L'Etat du Nouveau-Mexique est l'un des plus variés qui soient : d'est en ouest, on passe de la Prairie à la montagne, puis à la Région des Plateaux, où les flancs dénudés de pittoresques canyons révèlent l'histoire de la Terre. L'altitude est élevée : 1500 mètres à Albuquerque, 2100 mètres à Santa Fe. Le sommet le plus haut, Wheeler Peak, dans les Sangre de Cristo, est juste en dessous de 4000 mètres. Les barrières montagneuses, source de pluie, soumettent les paysages à six zones climatiques différentes, du désert à l'alpage, puis à la roche nue : en quelques kilomètres, la végétation passe des yuccas aux genévriers, puis aux pins ponderosas, aux épicéas et aux bouleaux.

Le Rio Grande court dans un rift, une vallée d'effondrement bordée de montagnes.
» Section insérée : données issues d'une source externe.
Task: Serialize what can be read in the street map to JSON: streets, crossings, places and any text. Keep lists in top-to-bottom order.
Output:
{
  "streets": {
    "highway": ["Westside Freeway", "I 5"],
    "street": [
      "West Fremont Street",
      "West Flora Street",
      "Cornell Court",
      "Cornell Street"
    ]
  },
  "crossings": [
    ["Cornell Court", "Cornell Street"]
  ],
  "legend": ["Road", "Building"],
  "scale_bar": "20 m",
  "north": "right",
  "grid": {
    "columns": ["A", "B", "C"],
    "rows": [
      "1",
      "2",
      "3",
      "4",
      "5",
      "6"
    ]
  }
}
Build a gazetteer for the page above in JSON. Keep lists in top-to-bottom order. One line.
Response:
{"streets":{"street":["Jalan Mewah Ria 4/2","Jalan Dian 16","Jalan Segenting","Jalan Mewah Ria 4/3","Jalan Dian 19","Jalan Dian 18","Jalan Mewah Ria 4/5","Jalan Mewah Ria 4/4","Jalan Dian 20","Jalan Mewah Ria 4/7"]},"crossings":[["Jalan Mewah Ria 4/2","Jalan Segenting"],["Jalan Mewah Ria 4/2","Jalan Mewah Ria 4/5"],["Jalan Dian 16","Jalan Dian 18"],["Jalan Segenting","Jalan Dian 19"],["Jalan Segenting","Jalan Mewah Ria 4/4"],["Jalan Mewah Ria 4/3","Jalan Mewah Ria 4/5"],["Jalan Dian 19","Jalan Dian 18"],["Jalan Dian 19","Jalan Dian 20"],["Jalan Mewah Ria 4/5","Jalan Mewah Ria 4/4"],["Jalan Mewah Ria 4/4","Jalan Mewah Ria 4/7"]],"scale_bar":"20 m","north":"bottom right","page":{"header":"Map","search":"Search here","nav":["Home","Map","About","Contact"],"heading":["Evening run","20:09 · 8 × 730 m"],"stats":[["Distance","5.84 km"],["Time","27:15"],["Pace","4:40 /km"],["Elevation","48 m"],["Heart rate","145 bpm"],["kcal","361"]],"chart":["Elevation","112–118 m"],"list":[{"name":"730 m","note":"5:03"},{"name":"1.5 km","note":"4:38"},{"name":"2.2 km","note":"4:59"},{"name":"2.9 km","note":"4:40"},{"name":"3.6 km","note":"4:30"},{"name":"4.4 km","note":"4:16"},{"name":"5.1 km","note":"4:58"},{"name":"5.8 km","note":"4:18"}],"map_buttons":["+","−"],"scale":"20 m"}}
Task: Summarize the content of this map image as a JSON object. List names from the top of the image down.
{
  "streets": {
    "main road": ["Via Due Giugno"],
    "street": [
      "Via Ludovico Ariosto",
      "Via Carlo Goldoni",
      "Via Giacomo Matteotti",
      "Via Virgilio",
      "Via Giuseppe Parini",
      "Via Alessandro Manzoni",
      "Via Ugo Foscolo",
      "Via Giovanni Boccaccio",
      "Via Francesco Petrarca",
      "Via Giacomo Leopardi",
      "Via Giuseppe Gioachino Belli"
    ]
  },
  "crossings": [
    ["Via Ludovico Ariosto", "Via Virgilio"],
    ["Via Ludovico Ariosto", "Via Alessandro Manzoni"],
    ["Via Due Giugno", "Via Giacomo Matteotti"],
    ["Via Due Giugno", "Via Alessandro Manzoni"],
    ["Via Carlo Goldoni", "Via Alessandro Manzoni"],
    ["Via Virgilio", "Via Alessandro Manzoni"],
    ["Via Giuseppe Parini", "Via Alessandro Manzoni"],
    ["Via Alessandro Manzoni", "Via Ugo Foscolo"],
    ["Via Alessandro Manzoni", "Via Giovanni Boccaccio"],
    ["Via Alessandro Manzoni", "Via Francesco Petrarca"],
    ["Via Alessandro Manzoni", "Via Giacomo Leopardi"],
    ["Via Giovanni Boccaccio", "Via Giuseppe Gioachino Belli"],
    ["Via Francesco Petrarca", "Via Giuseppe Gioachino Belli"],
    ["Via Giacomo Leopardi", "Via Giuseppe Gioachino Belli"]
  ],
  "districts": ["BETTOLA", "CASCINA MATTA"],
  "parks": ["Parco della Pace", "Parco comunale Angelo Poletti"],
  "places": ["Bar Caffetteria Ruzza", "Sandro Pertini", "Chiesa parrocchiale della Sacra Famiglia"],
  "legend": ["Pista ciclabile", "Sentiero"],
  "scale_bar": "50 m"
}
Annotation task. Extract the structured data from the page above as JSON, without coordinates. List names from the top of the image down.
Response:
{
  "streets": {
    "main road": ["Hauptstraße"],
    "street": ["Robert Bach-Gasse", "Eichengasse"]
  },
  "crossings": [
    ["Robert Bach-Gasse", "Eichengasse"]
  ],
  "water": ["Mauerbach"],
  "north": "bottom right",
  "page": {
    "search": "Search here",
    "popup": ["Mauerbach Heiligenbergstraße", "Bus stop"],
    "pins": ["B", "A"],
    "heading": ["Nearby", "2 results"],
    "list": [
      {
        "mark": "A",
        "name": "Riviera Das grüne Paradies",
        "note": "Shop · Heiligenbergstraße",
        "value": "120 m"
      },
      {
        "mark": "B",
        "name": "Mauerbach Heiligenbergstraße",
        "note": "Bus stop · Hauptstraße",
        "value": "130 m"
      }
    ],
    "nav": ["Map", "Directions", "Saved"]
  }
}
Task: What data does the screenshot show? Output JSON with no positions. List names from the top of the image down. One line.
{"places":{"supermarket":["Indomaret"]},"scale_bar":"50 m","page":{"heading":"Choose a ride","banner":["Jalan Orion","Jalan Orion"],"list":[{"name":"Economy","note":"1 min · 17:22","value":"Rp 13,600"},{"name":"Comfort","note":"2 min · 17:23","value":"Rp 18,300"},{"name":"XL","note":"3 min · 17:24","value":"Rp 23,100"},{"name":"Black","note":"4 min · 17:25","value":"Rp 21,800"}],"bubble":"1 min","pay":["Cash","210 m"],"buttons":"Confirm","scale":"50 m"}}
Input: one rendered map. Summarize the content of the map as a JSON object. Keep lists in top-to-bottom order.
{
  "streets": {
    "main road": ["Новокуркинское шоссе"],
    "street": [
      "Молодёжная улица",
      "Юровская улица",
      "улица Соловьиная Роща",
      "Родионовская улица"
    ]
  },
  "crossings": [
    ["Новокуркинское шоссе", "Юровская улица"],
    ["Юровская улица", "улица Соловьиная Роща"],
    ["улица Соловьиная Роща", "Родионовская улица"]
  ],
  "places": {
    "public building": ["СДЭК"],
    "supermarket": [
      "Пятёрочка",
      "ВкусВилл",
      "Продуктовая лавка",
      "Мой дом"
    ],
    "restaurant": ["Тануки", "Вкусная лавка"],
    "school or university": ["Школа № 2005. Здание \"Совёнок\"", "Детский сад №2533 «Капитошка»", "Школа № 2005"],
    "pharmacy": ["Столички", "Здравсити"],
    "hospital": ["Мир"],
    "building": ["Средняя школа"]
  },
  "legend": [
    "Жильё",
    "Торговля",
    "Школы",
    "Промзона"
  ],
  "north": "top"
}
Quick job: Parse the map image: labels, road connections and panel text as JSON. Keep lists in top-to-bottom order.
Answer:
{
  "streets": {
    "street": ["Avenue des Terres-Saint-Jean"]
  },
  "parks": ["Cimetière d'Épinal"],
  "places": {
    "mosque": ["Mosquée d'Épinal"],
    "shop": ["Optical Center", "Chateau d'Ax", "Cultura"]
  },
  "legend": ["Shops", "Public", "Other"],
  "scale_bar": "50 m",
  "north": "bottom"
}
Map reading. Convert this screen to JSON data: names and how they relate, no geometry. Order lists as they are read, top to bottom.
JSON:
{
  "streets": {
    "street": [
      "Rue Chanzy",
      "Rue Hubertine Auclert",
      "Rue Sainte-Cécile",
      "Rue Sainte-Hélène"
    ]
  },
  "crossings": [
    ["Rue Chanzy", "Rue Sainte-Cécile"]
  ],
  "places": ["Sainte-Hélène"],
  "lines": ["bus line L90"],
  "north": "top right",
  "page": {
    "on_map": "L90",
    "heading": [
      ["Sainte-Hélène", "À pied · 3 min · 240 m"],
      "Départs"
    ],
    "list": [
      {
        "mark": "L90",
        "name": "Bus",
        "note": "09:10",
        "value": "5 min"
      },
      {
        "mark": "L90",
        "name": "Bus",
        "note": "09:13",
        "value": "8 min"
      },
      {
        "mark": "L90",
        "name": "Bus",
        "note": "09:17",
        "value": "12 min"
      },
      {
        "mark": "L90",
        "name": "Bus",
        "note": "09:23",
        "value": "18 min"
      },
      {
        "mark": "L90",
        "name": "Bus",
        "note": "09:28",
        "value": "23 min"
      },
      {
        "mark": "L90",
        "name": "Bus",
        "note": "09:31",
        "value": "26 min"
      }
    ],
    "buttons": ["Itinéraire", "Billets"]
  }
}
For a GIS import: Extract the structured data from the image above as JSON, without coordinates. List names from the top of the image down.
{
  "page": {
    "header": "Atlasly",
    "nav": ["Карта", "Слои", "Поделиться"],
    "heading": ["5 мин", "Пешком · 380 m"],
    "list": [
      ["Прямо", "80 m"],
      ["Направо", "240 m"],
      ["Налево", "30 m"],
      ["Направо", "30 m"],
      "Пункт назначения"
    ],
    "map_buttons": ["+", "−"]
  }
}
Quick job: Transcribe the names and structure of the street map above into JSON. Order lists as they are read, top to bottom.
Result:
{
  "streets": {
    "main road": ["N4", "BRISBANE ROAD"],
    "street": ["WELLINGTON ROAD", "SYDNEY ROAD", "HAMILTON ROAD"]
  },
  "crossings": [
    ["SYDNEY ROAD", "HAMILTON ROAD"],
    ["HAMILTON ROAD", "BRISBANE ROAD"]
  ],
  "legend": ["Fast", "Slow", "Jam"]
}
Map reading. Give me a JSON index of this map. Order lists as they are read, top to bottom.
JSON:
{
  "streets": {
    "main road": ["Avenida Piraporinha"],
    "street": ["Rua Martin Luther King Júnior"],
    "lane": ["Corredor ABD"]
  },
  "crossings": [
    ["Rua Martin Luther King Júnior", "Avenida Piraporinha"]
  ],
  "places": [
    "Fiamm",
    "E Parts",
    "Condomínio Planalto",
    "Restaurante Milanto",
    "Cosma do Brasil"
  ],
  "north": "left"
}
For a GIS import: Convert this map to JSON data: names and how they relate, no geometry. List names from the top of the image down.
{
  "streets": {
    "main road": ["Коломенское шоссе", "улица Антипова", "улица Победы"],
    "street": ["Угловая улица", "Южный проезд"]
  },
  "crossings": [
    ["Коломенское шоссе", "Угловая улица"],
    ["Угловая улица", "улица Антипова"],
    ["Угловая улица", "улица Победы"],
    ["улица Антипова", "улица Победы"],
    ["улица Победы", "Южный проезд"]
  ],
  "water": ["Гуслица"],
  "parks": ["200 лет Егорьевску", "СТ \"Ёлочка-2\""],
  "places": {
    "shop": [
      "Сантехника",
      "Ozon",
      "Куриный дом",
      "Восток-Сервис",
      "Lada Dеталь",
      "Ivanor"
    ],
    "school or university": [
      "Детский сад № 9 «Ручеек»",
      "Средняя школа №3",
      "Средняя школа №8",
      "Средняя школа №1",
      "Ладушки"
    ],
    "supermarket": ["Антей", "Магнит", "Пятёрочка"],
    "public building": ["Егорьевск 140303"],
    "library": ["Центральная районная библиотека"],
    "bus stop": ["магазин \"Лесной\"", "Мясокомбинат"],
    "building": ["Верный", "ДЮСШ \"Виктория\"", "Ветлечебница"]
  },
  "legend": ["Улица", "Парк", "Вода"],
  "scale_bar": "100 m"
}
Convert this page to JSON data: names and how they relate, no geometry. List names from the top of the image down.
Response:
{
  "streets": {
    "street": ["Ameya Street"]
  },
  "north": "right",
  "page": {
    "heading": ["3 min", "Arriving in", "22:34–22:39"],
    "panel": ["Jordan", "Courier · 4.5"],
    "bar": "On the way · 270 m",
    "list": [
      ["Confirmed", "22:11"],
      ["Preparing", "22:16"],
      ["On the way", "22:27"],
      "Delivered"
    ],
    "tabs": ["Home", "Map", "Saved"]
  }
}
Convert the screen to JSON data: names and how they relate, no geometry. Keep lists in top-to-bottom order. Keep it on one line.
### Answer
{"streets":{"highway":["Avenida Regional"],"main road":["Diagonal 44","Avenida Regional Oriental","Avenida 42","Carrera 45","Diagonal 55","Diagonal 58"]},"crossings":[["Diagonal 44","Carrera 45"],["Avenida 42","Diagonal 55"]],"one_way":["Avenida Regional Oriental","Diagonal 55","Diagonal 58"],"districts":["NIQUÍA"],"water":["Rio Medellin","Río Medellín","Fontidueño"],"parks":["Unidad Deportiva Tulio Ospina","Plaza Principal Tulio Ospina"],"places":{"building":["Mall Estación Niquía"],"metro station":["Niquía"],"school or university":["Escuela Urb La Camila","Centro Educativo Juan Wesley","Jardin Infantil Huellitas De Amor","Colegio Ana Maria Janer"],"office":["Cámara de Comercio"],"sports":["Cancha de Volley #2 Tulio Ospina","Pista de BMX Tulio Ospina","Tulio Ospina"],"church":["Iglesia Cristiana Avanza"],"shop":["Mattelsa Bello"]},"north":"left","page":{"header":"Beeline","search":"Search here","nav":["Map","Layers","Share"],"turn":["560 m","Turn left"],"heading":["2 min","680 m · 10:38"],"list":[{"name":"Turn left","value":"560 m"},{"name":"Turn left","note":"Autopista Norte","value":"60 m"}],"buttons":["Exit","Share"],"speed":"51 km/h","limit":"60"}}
A l'est, celles-ci séparent le fleuve de la Prairie, entrecoupée de ressauts montagneux et de bassins désertiques. La lisière orientale de l'Etat est occupée par le Llano Estacado, un plateau d'une extraordinaire planéité, dont les ressources sont l'agriculture, l'élevage et l'extraction du pétrole et du gaz.

Le seconde vallée notable du Nouveau-Mexique est celle de la Pecos. Longtemps parallèle au Rio Grande, la rivière, pompée pour les besoins de l'irrigation, forme le fil conducteur d'une série de petites villes, centrées sur l'élevage et le tourisme.

Au sud, le désert de Chihuahua envoie de longues langues dans les bassins du rift, où voisinent sables immaculés et champs de lave noire. Au sud-ouest, dans la région où se mêlent les montagnes du rift et la zone de transition entre désert et Région des Plateaux, les routes virevoltent de virage en virage au milieu des pins. Au nord, les Montagnes Rocheuses marquent le paysage.

Une bonne moitié de la population est regroupée dans la fertile vallée du Rio Grande, qui coupe l'Etat en deux du nord au sud : 700 000 personnes habitent Albuquerque ou les environs immédiats. A l'ouest, dans la Région des Plateaux, les villages sont rares, les villes plus encore. A l'est, la Prairie, grâce à l'élevage, entretient quelques villes moyennes.

Partout, dans la vallée du Rio Grande et sur le Plateau du Colorado, on sent les influences indienne et hispanique, une façon d'exister différente de celle de la plupart des Américains. Les indiens ne sont que 9% - chiffre énorme en comparaison de beaucoup d'autres états, mais les habitants d'ascendance espagnole représente 39% de la population. Les " Anglos " représentent un peu moins de la moitié de la population. Chaque tribu, Pueblo ou Navajo, a ses traditions artistiques : bijoux d'argent, poteries au décor délicat, fétiches traditionnels sont une composante grandissante de l'économie des tribus et du Nouveau-Mexique.

Le Nouveau-Mexique, changeant, surprenant par sa diversité géographique et humaine, demanderait des jours et des jours pour être vu dans son entier. On peut au moins s'en faire une idée rapide en le parcourant en zig-zag, du sud au nord et d'est en ouest, pour en apprécier les points les plus marquants.